NASD members shall comply with Sections 8, 24, 25 and 36 of Article III of the
NASD's Rules of Fair Practice. Further, the Selected Dealer agrees that it will
not offer to sell the Company's Shares in any state or jurisdiction except the
states in which it is licensed as a broker-dealer under the laws of such states.
The Selected Dealer shall not be entitled to any compensation during any period
in which it has been suspended or expelled from membership in the NASD.

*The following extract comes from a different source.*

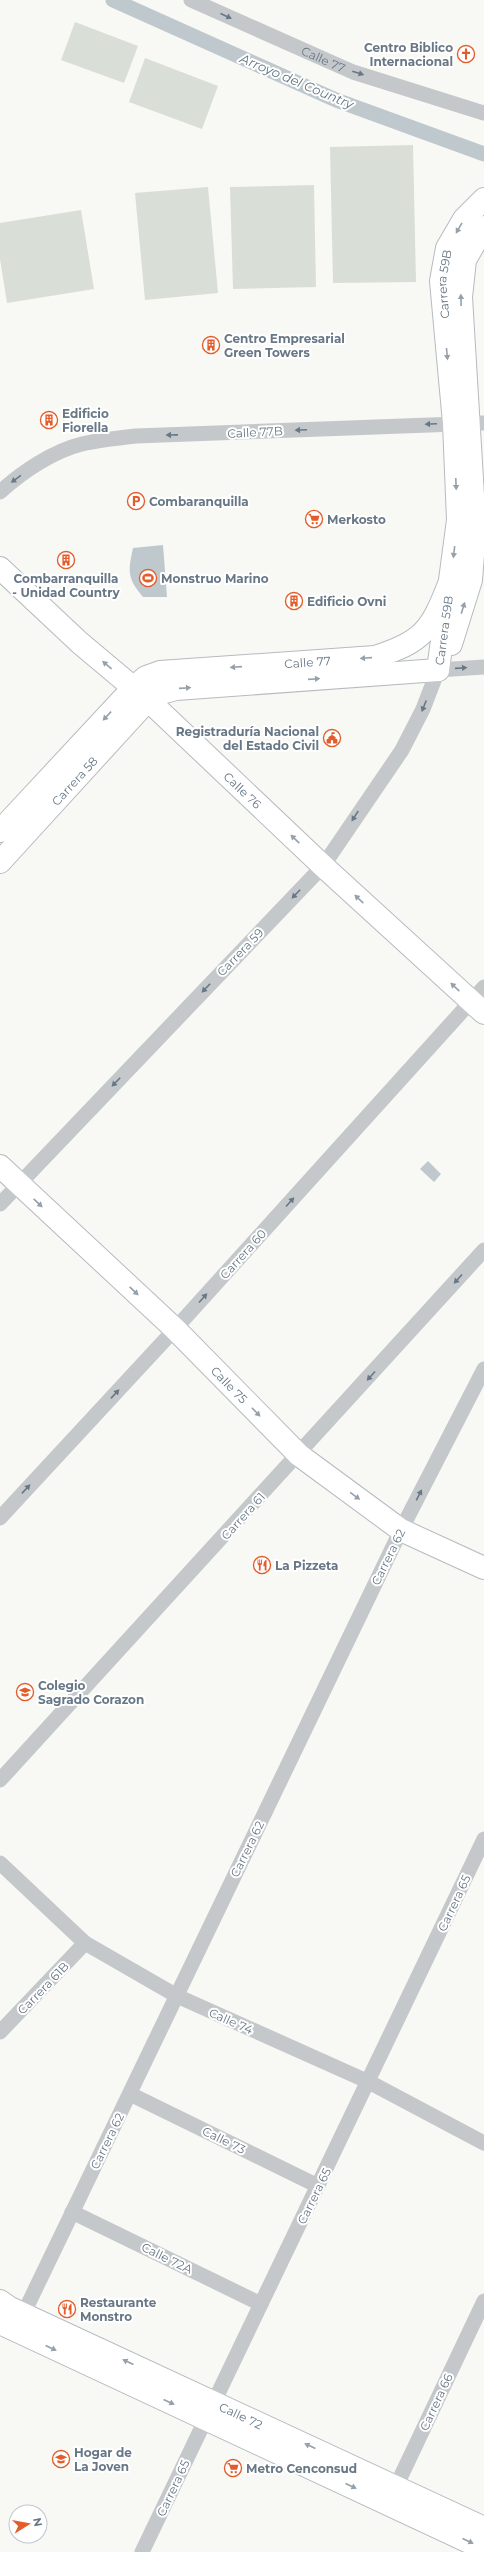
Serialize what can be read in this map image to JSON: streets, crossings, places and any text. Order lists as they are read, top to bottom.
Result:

12. SELECTED DEALER'S EMPLOYEES. By accepting this Agreement, the
Selected Dealer has assumed full responsibility for proper training and
instruction of its representatives concerning the selling methods to be used in
connection with the offer and sale of the Company's Shares, giving special
emphasis to the principles of suitability and full disclosure to prospective
investors and prohibitions against "free-riding and withholding."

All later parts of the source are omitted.